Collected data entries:
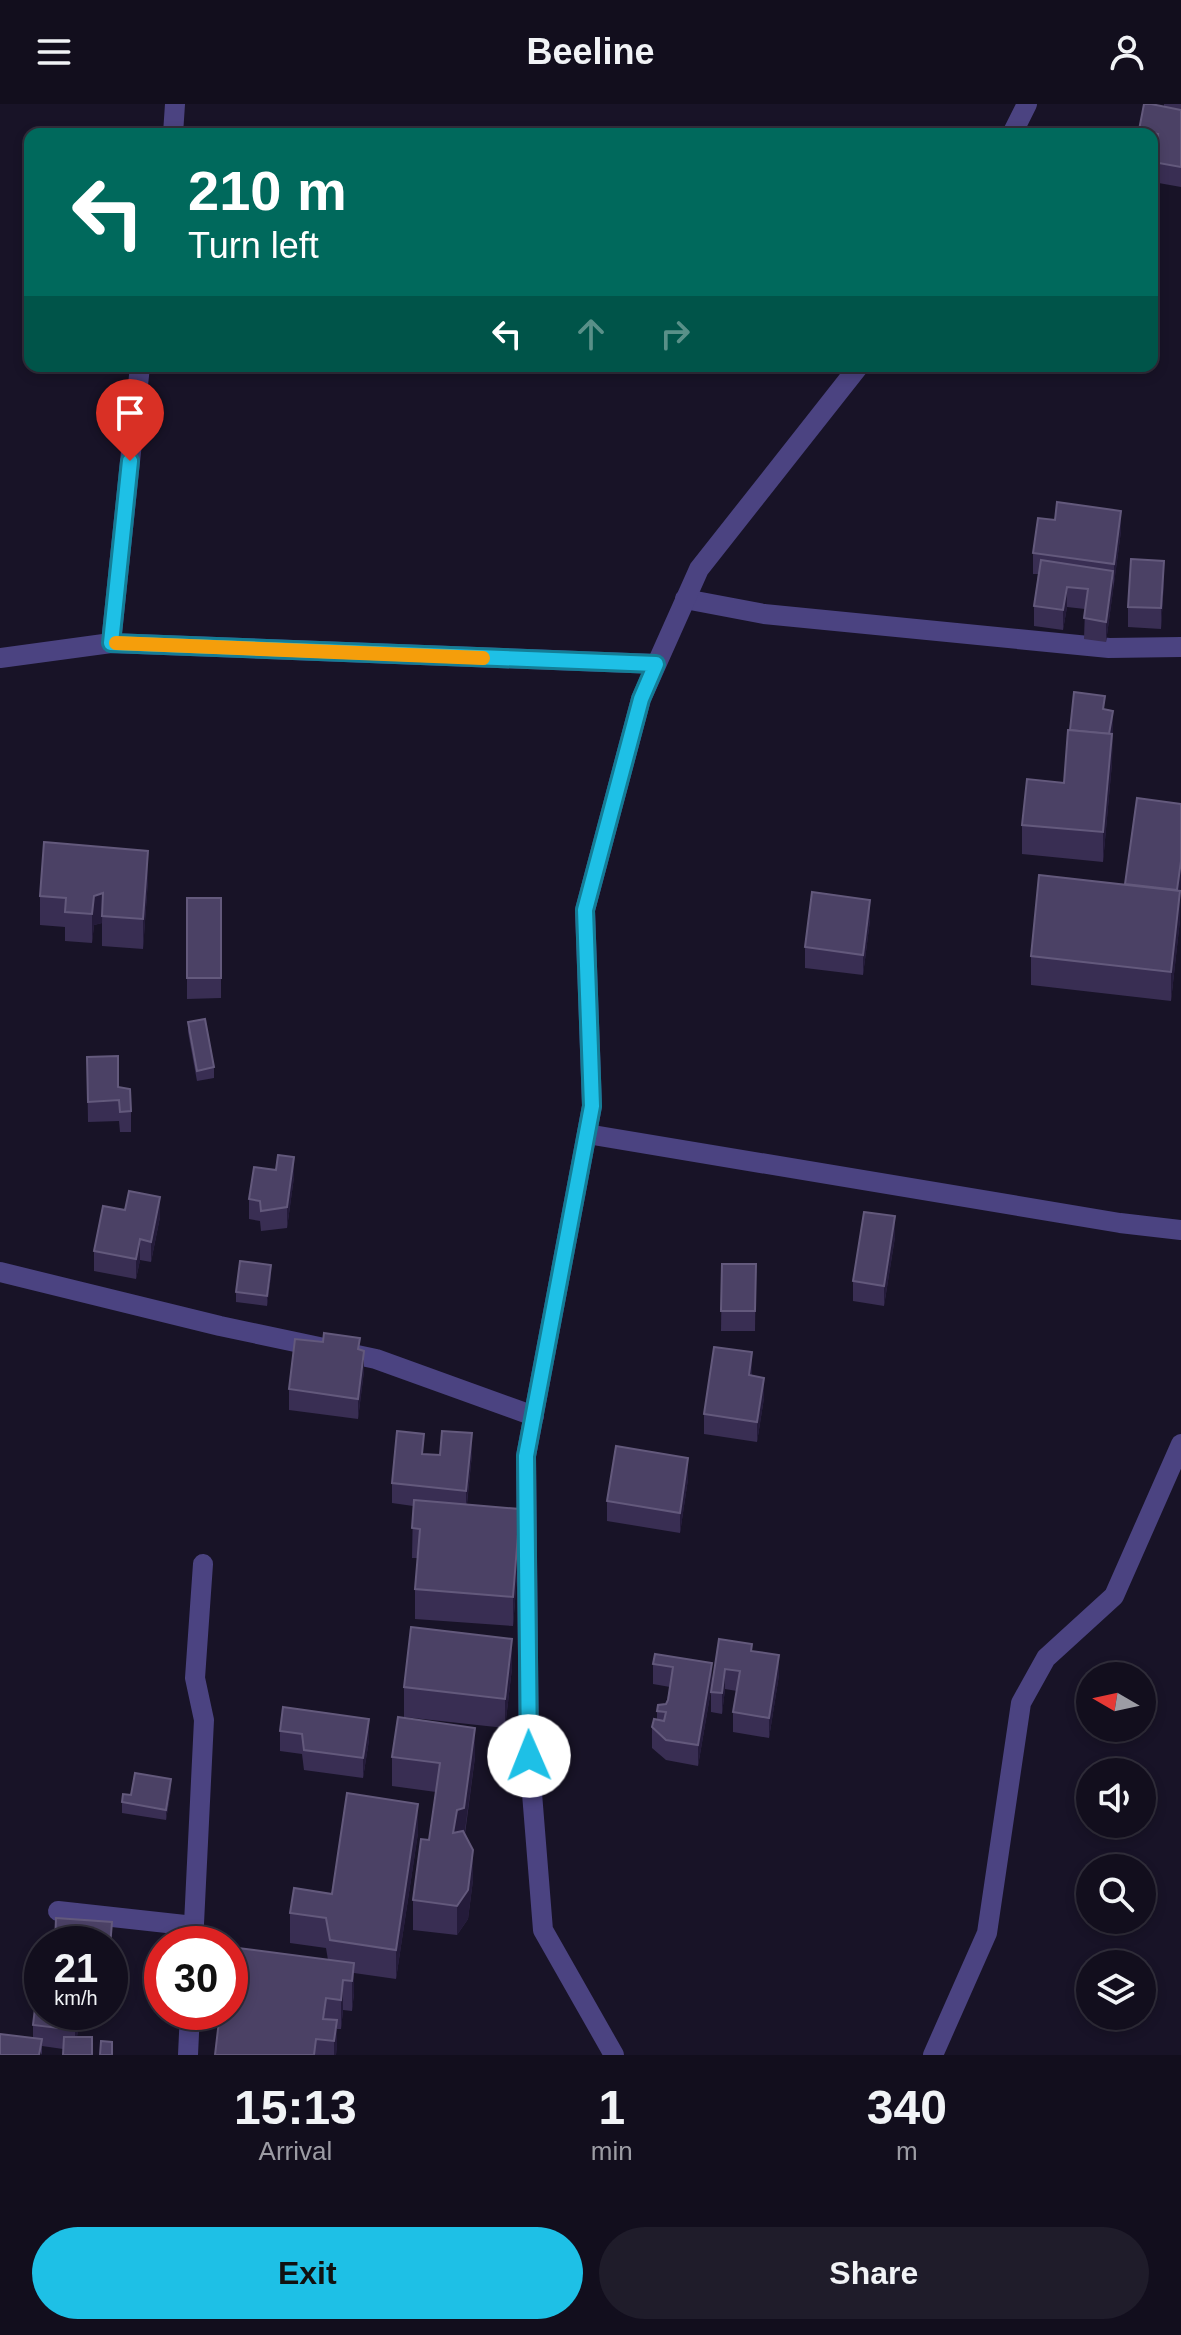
<!DOCTYPE html>
<html lang="en">
<head>
<meta charset="utf-8">
<style>
  body { margin:0; font-family:Arial,sans-serif; background:#1f1c2a; color:#f1f3f6; height:100vh; display:flex; flex-direction:column; font-size:30px; white-space:nowrap }
  * { box-sizing:border-box; margin:0 }
  p { font-size:26px; color:#9c9ca4 }
  .icon { flex:none; width:44px; height:44px; fill:none; stroke:currentColor; stroke-width:2; stroke-linecap:round; stroke-linejoin:round }
  .map { position:relative; height:1951px; overflow:hidden }
  .panel { display:flex; flex-direction:column; background:#120e1d; flex:1 }
  .panel>* { flex:none }
  .guide { position:absolute; left:24px; top:24px; width:1134px; height:244px; border-radius:16px; box-shadow:0 4px 12px #0003,0 0 0 2px #312e3b; background:#00695c; color:#fff; overflow:hidden }
  .needle { width:52px; rotate:279deg }
  .fabs { position:absolute; left:1076px; top:1558px; display:grid; gap:16px }
  .fabs a { display:grid; place-items:center; width:80px; height:80px; border-radius:50%; background:#120e1d; box-shadow:0 4px 12px #0003,0 0 0 2px #312e3b; font-size:40px }
  .speed { position:absolute; left:24px; top:1822px; display:flex; gap:16px; font-size:40px; font-weight:700; text-align:center }
  .speed>* { display:grid; place-content:center; width:104px; height:104px; border-radius:50%; background:#120e1d; box-shadow:0 4px 12px #0003,0 0 0 2px #312e3b; line-height:1 }
  .speed small { font-size:20px; font-weight:400 }
  .speed .limit { border:12px solid #d22; background:#fff; color:#111 }
  .pin { position:absolute; display:grid; place-items:center; width:68px; height:68px; color:#fff; margin:-82px -34px; border-radius:50% 50% 50% 0; rotate:-45deg; box-shadow:0 0 8px #0007 }
  .pin .icon { rotate:45deg }
  .me { position:absolute; width:88px; margin:-44px; rotate:359deg; stroke-linejoin:round; filter:drop-shadow(0 0 6px #0008) }
  .turn { display:flex; align-items:center; gap:28px; height:168px; padding:0 32px; font-size:36px }
  .turn .icon { width:104px; height:104px; stroke-width:2.5 }
  .turn b { display:block; font-size:56px; line-height:68px }
  .lanes { display:flex; align-items:center; height:76px; padding:0 32px; background:#0003; justify-content:center; gap:40px; direction:ltr }
  .lanes .off { opacity:.35 }
  .eta { display:flex; justify-content:space-evenly; align-items:center; height:136px; text-align:center }
  .eta b { font-size:48px; font-weight:700; line-height:56px }
  .primary-button { display:flex; gap:16px; margin-top:auto; padding:16px 32px }
  .primary-button a { flex:1; height:92px; border-radius:48px; background:#1ec0e6; color:#111; font-size:32px; font-weight:700; line-height:92px; text-align:center }
  .primary-button a+a { background:#1f1c2a; color:#f1f3f6 }
  header { display:flex; justify-content:space-between; align-items:center; height:104px; padding:0 32px; background:#120e1d; font-size:36px; font-weight:700 }
  .map>svg:first-child { display:block }
</style>
</head>
<body>
<header><svg class="icon" aria-label="menu" viewBox="0 0 24 24"><path d="M4 6h16M4 12h16M4 18h16"/></svg>Beeline<svg class="icon" aria-label="person" viewBox="0 0 24 24"><circle cx="12" cy="8" r="4"/><path d="M4 21q1-7 8-7t8 7"/></svg></header>
<div class="map">
<svg width="1181" height="1951" viewBox="0 0 1181 1951">
  <rect width="100%" height="100%" fill="#181327"/>
  <g fill="none" stroke-linecap="round" stroke-linejoin="round">
    <!-- minor -->
    <g stroke="#4b4381" stroke-width="20">
      <polyline points="173,30 175,0"/>
      <polyline points="1012,30 1027,0"/>
      <polyline points="685,495 764,510 1109,544 1181,543"/>
      <polyline points="111,539 140,262"/>
      <polyline points="0,554 111,539 656,560"/>
      <polyline points="587,1030 1120,1119 1181,1126"/>
      <polyline points="0,1168 220,1222 376,1255 534,1312"/>
      <polyline points="58,1807 194,1822"/>
      <polyline points="193,1840 204,1616 195,1574 203,1460"/>
      <polyline points="188,1951 190,1908"/>
      <polyline points="614,1951 543,1826 529,1652 526,1352 592,1002 585,806 641,595 699,465 859,262"/>
      <polyline points="933,1951 987,1829 1021,1599 1046,1554 1114,1492 1181,1340"/>
    </g>
  </g>
  <!-- wall -->
  <g fill="#392e53">
    <polygon points="1164,0 1181,0 1181,83 1153,78 1153,58 1154,49 1152,49 1152,30 1139,30 1139,26 1164,2"/>
    <polygon points="1121,427 1106,538 1084,535 1085,505 1067,503 1063,526 1034,522 1034,502 1038,470 1033,470 1033,449"/>
    <polygon points="1164,477 1161,525 1128,523 1128,503"/>
    <polygon points="1105,605 1113,607 1112,659 1103,758 1022,750 1022,721 1064,679"/>
    <polygon points="1181,700 1180,816 1171,897 1031,881 1031,852 1125,780"/>
    <polygon points="148,776 143,845 102,842 102,819 94,821 92,839 65,837 65,823 40,821 40,792"/>
    <polygon points="187,794 221,794 221,894 187,895"/>
    <polygon points="870,816 863,871 805,864 805,843"/>
    <polygon points="188,918 214,963 214,974 197,977 188,928"/>
    <polygon points="87,953 118,983 131,1007 131,1028 120,1028 119,1017 88,1018"/>
    <polygon points="294,1073 287,1124 261,1127 260,1117 249,1115 249,1095"/>
    <polygon points="160,1113 151,1158 140,1156 136,1175 94,1167 94,1147"/>
    <polygon points="895,1133 884,1202 853,1197 853,1177"/>
    <polygon points="722,1160 756,1160 755,1227 721,1227"/>
    <polygon points="271,1172 267,1202 236,1198 236,1188"/>
    <polygon points="360,1246 364,1267 358,1315 289,1306 289,1285"/>
    <polygon points="752,1268 752,1272 764,1294 757,1338 704,1330 704,1310"/>
    <polygon points="424,1350 440,1351 472,1350 467,1400 520,1434 513,1522 415,1515 415,1485 418,1454 412,1454 413,1402 392,1399 392,1379"/>
    <polygon points="688,1375 680,1429 607,1417 607,1397"/>
    <polygon points="719,1535 752,1547 779,1571 769,1634 733,1628 733,1608 737,1587 725,1585 722,1610 711,1608 711,1588"/>
    <polygon points="655,1550 712,1580 698,1662 666,1656 652,1644 652,1623 657,1616 657,1607 666,1600 670,1583 653,1580 653,1560"/>
    <polygon points="512,1564 505,1624 404,1613 404,1583"/>
    <polygon points="280,1627 369,1636 363,1674 304,1666 302,1650 280,1647"/>
    <polygon points="392,1653 475,1653 465,1730 473,1776 468,1815 457,1831 413,1826 413,1796 429,1736 436,1688 392,1682"/>
    <polygon points="171,1685 166,1716 122,1709 122,1698 131,1691"/>
    <polygon points="418,1729 396,1875 354,1869 354,1889 352,1907 343,1906 341,1925 337,1925 336,1951 215,1951 328,1856 326,1844 290,1839 290,1809 332,1790"/>
    <polygon points="110,1867 113,1887 111,1910 80,1909 77,1933 63,1945 42,1942 42,1951 33,1934 33,1921 42,1908 110,1908"/>
  </g>
  <!-- shaded-wall -->
  <g fill="#241b3a">
    <polygon points="1121,407 1121,427 1114,480 1114,460"/>
    <polygon points="1164,457 1164,477 1161,525 1161,504"/>
    <polygon points="1113,467 1113,487 1106,538 1106,518"/>
    <polygon points="1067,483 1067,503 1063,526 1063,506"/>
    <polygon points="1113,607 1113,627 1109,655 1109,635"/>
    <polygon points="1112,630 1112,659 1103,758 1103,728"/>
    <polygon points="148,747 148,776 143,845 143,815"/>
    <polygon points="1181,757 1181,777 1177,809 1177,789"/>
    <polygon points="1180,787 1180,816 1171,897 1171,868"/>
    <polygon points="103,789 102,819 94,821 92,839 92,810 94,792"/>
    <polygon points="870,796 870,816 863,871 863,851"/>
    <polygon points="294,1053 294,1073 287,1124 287,1103"/>
    <polygon points="160,1093 160,1113 151,1158 151,1138"/>
    <polygon points="895,1112 895,1133 884,1202 884,1182"/>
    <polygon points="140,1135 140,1156 136,1175 136,1155"/>
    <polygon points="271,1161 271,1172 267,1202 267,1192"/>
    <polygon points="364,1247 364,1267 358,1315 358,1295"/>
    <polygon points="752,1248 752,1268 749,1291 749,1271"/>
    <polygon points="764,1274 764,1294 757,1338 757,1318"/>
    <polygon points="472,1329 472,1350 466,1407 466,1387"/>
    <polygon points="688,1354 688,1375 680,1429 680,1409"/>
    <polygon points="520,1405 520,1434 513,1522 513,1493"/>
    <polygon points="512,1535 512,1564 505,1624 505,1595"/>
    <polygon points="779,1551 779,1571 769,1634 769,1614"/>
    <polygon points="712,1559 712,1580 698,1662 698,1641"/>
    <polygon points="725,1565 725,1585 722,1610 722,1589"/>
    <polygon points="369,1615 369,1636 363,1674 363,1654"/>
    <polygon points="475,1624 475,1653 464,1733 453,1729 457,1706"/>
    <polygon points="171,1675 171,1685 166,1716 166,1706"/>
    <polygon points="418,1700 418,1729 396,1875 396,1846"/>
    <polygon points="473,1746 473,1776 468,1815 457,1831 457,1802"/>
    <polygon points="354,1859 354,1889 352,1907 352,1877"/>
    <polygon points="113,1867 113,1887 111,1910 111,1890"/>
    <polygon points="343,1876 343,1906 341,1925 341,1896"/>
    <polygon points="78,1908 80,1908 80,1913 75,1946 75,1926"/>
    <polygon points="337,1916 337,1946 336,1951 334,1951 334,1937"/>
  </g>
  <!-- building -->
  <g fill="#4b4165" stroke="#63597c" stroke-width="2">
    <polygon points="1144,0 1151,0 1181,6 1181,63 1153,58 1158,30 1139,26"/>
    <polygon points="1057,398 1121,407 1114,460 1033,449 1038,414 1055,416"/>
    <polygon points="1131,455 1164,457 1161,504 1128,503"/>
    <polygon points="1041,456 1113,467 1106,518 1084,514 1088,485 1067,483 1063,506 1034,502"/>
    <polygon points="1074,588 1105,592 1103,605 1113,607 1109,630 1070,626"/>
    <polygon points="1068,626 1112,630 1103,728 1022,721 1027,675 1064,679"/>
    <polygon points="1137,694 1181,700 1181,757 1177,786 1125,780"/>
    <polygon points="44,738 148,747 143,815 102,812 103,789 94,792 92,810 65,808 66,794 40,792"/>
    <polygon points="1039,771 1180,787 1171,868 1031,852"/>
    <polygon points="812,788 870,796 863,851 805,843"/>
    <rect x="187" y="794" width="34" height="80"/>
    <polygon points="205,915 214,963 197,967 188,918"/>
    <polygon points="118,952 118,983 130,985 131,1007 120,1008 119,996 88,998 87,953"/>
    <polygon points="278,1051 294,1053 287,1103 261,1107 260,1097 249,1095 254,1063 276,1066"/>
    <polygon points="129,1087 160,1093 151,1138 140,1135 136,1155 94,1147 103,1102 125,1106"/>
    <polygon points="864,1108 895,1112 884,1182 853,1177"/>
    <polygon points="240,1157 271,1161 267,1192 236,1188"/>
    <polygon points="722,1160 756,1160 755,1207 721,1207"/>
    <polygon points="324,1229 360,1234 358,1245 364,1247 358,1295 289,1285 295,1235 323,1238"/>
    <polygon points="714,1243 752,1248 749,1271 764,1274 757,1318 704,1310"/>
    <polygon points="397,1327 424,1330 422,1350 440,1351 442,1327 472,1329 466,1387 392,1379"/>
    <polygon points="616,1342 688,1354 680,1409 607,1397"/>
    <polygon points="414,1396 520,1405 513,1493 415,1485 420,1425 412,1424"/>
    <polygon points="411,1523 512,1535 505,1595 404,1583"/>
    <polygon points="719,1535 752,1540 751,1547 779,1551 769,1614 733,1608 740,1567 725,1565 722,1589 711,1588"/>
    <polygon points="655,1550 712,1559 698,1641 666,1636 652,1623 654,1615 664,1617 666,1608 657,1607 658,1601 666,1600 668,1596 673,1563 653,1560"/>
    <polygon points="283,1603 369,1615 363,1654 304,1646 302,1630 280,1627"/>
    <polygon points="398,1613 475,1624 464,1704 457,1706 453,1729 463,1727 473,1746 468,1786 457,1802 413,1796 421,1735 429,1736 440,1659 392,1653"/>
    <polygon points="135,1669 171,1675 166,1706 122,1698 123,1690 131,1691"/>
    <polygon points="347,1689 418,1700 396,1846 330,1836 326,1814 290,1809 294,1784 332,1790"/>
    <polygon points="56,1814 112,1818 110,1843 110,1840 55,1840"/>
    <polygon points="230,1843 354,1859 352,1877 343,1876 341,1896 326,1894 323,1915 337,1916 334,1937 316,1935 314,1951 215,1951 220,1908 230,1908"/>
    <polygon points="110,1867 113,1867 111,1890 110,1890"/>
    <polygon points="37,1888 42,1888 42,1908 78,1908 75,1926 33,1921"/>
    <polygon points="0,1930 42,1935 39,1951 0,1951"/>
    <polygon points="64,1933 92,1933 92,1951 63,1951"/>
    <polygon points="101,1937 112,1938 112,1951 100,1951"/>
  </g>
  <g fill="none" stroke-linecap="round" stroke-linejoin="round">
    <!-- route casing -->
    <g stroke="#147d96" stroke-width="20">
      <polyline id="route" points="130,357 111,539 656,560 641,595 585,806 592,1002 526,1352 529,1652"/>
    </g>
    <!-- route -->
    <use href="#route" stroke="#1ec0e6" stroke-width="14"/>
    <!-- slow -->
    <polyline stroke="#f59e0b" stroke-width="14" points="116,539 483,554"/>
  </g>
</svg>
<div class="fabs">
<a><svg class="needle" viewBox="-14 -14 28 28"><path d="M0-13l5 13h-10z" fill="#e53935"/><path d="M0 13l5-13h-10z" fill="#9c9ca4"/></svg></a>
<a><svg class="icon" aria-label="sound" viewBox="0 0 24 24"><path d="M4 9h4l5-4v14l-5-4H4zM17 9q2 3 0 6"/></svg></a>
<a><svg class="icon" aria-label="search" viewBox="0 0 24 24"><circle cx="10" cy="10" r="6"/><path d="M15 15l6 6"/></svg></a>
<a><svg class="icon" aria-label="layers" viewBox="0 0 24 24"><path d="M12 4l9 5-9 5-9-5zM3 14l9 5 9-5"/></svg></a>
</div>
<div class="speed"><div>21<small>km/h</small></div><div class="limit">30</div></div>
<div class="pin" style="left:130px;top:357px;background:#d93025"><svg class="icon" aria-label="arrive" viewBox="0 0 24 24"><path d="M6 21V4h12l-3 4 3 4H6"/></svg></div>
<svg class="me" style="left:529px;top:1652px" viewBox="-20 -20 40 40"><circle r="19" fill="#fff"/><path d="M0-13L10 11 0 6-10 11z" fill="#1ec0e6"/></svg>
<div class="guide">
<div class="turn"><svg class="icon" aria-label="left" viewBox="0 0 24 24"><path d="M17 20v-9H6M10 6l-5 5 5 5"/></svg><div><b>210 m</b>Turn left</div></div>
<div class="lanes"><svg class="icon" aria-label="left" viewBox="0 0 24 24"><path d="M17 20v-9H6M10 6l-5 5 5 5"/></svg><svg class="icon off" aria-label="ahead" viewBox="0 0 24 24"><path d="M12 20V5M6 11l6-6 6 6"/></svg><svg class="icon off" aria-label="right" viewBox="0 0 24 24"><path d="M7 20v-9h11M14 6l5 5-5 5"/></svg></div>
</div>
</div>
<section class="panel">
<div class="eta">
<div><b>15:13</b><p>Arrival</p></div>
<div><b>1</b><p>min</p></div>
<div><b>340</b><p>m</p></div>
</div>
<div class="primary-button"><a>Exit</a><a>Share</a></div>
</section>
</body>
</html>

* _Instructions for the task_: From the data above, copy each line that holds "guide".

* _Written answer_:
  .guide { position:absolute; left:24px; top:24px; width:1134px; height:244px; border-radius:16px; box-shadow:0 4px 12px #0003,0 0 0 2px #312e3b; background:#00695c; color:#fff; overflow:hidden }
<div class="guide">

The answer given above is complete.